### The data
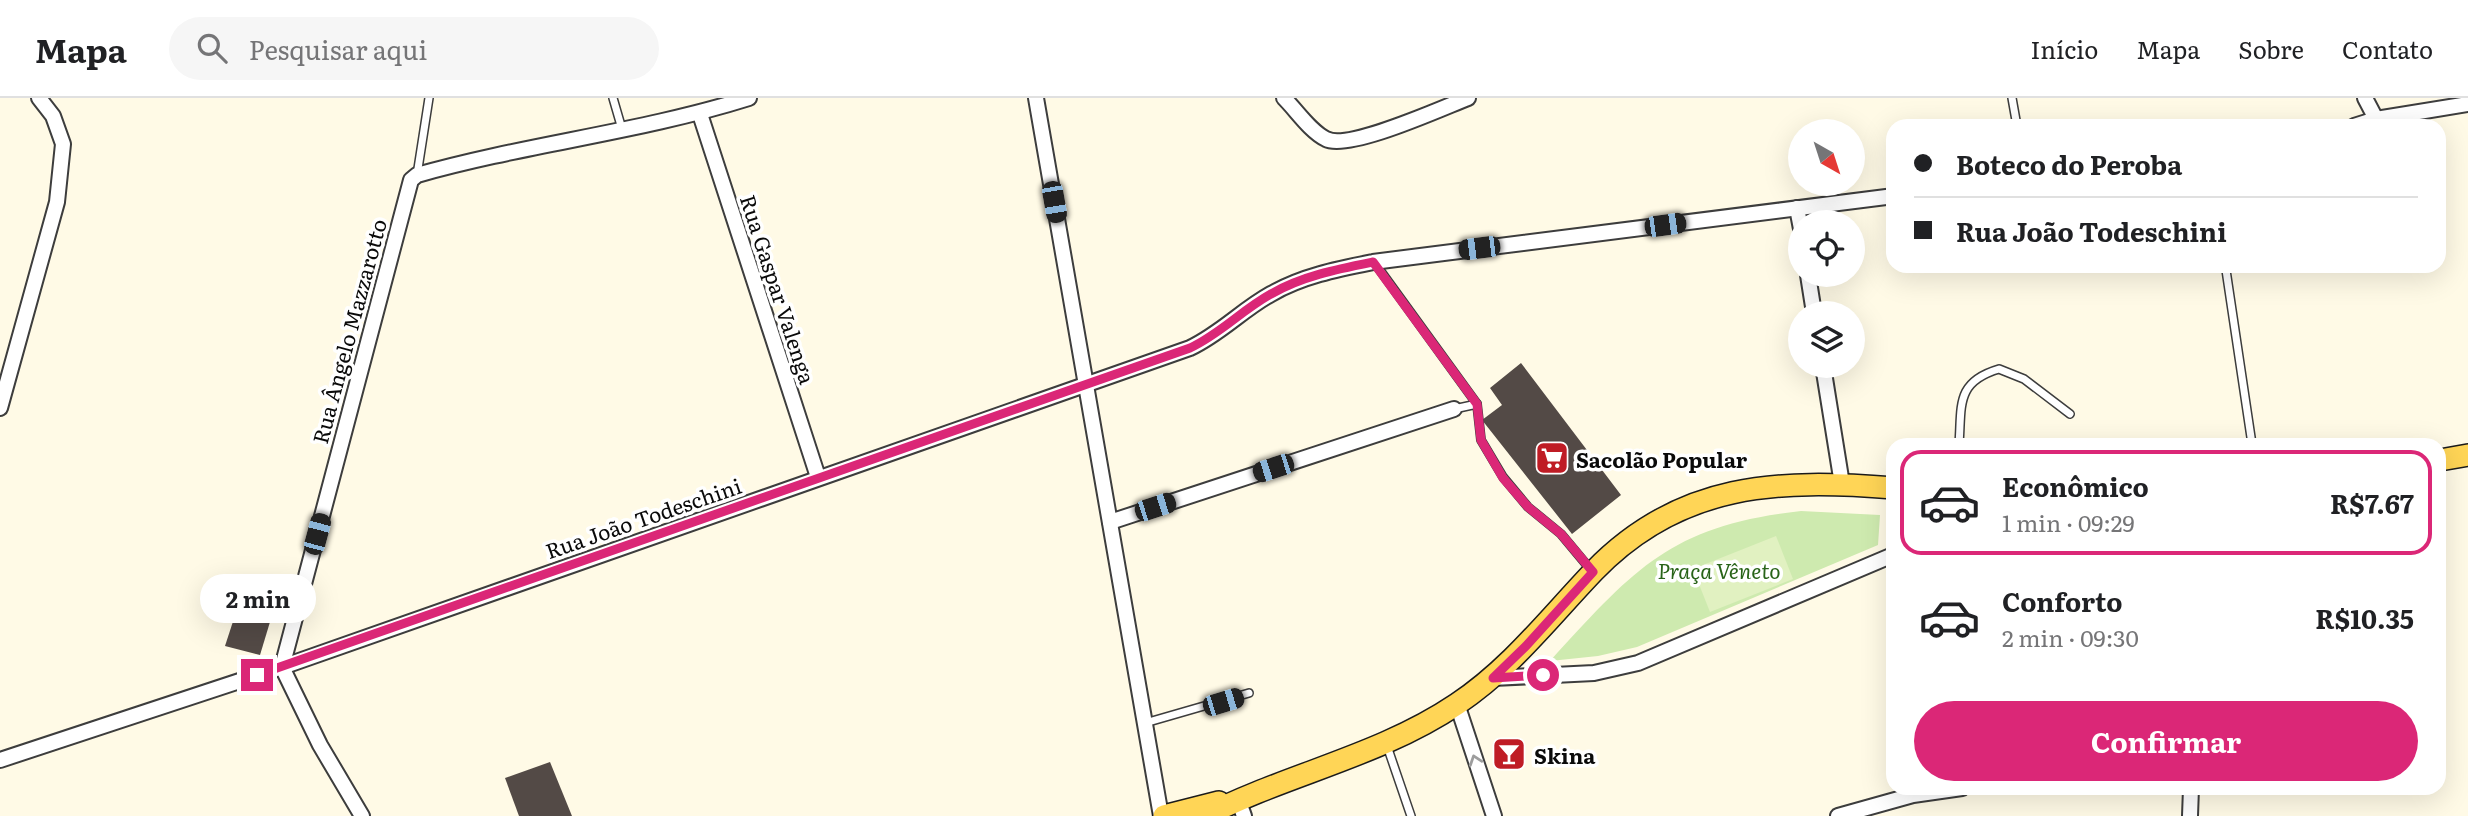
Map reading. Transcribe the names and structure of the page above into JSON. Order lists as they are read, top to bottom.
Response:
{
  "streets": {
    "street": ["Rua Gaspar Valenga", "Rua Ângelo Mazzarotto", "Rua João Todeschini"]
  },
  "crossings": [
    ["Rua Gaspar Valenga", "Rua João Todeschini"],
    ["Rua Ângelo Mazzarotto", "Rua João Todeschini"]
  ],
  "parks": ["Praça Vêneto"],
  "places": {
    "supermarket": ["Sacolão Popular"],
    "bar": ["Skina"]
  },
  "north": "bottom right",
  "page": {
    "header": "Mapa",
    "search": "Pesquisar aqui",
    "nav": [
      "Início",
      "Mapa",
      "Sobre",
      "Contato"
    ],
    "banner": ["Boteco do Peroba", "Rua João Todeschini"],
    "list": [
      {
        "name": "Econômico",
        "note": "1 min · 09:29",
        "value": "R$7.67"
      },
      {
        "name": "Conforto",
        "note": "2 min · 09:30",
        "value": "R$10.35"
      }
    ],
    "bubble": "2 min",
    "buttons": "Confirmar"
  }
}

--

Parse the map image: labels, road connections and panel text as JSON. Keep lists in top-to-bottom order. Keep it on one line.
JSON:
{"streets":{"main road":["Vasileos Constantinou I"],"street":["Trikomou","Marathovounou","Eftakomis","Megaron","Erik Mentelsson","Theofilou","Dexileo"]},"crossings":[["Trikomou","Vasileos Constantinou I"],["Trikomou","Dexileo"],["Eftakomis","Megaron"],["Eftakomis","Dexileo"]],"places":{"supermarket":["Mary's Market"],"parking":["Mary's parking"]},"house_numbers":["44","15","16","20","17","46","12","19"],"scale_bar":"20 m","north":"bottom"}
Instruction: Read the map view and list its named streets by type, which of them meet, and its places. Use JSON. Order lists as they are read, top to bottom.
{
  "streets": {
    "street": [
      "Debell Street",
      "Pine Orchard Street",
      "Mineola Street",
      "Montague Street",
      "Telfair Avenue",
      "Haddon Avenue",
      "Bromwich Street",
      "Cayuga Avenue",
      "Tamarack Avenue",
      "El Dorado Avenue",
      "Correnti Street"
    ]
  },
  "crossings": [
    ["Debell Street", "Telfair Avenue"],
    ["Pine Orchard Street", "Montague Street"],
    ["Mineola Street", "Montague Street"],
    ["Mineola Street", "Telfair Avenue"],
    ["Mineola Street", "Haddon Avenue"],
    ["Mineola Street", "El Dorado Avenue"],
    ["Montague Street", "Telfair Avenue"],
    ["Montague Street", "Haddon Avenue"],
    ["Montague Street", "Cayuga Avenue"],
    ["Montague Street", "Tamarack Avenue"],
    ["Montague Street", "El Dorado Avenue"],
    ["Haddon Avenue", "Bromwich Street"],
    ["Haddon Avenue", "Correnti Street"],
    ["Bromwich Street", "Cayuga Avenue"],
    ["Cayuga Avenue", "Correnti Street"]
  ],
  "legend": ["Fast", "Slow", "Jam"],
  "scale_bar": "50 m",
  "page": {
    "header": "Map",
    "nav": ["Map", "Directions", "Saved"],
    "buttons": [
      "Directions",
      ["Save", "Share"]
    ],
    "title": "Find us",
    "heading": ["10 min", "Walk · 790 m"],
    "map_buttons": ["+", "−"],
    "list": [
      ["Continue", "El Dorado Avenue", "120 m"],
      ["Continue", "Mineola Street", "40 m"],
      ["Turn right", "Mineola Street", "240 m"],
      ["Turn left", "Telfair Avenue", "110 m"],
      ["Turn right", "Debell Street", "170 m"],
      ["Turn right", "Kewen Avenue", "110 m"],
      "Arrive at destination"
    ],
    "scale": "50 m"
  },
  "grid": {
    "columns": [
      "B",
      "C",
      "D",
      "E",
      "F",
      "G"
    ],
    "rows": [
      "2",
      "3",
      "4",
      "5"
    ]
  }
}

### Your task
Reply with nothing but the number of lines in the data above that contain "João".

### Your response
4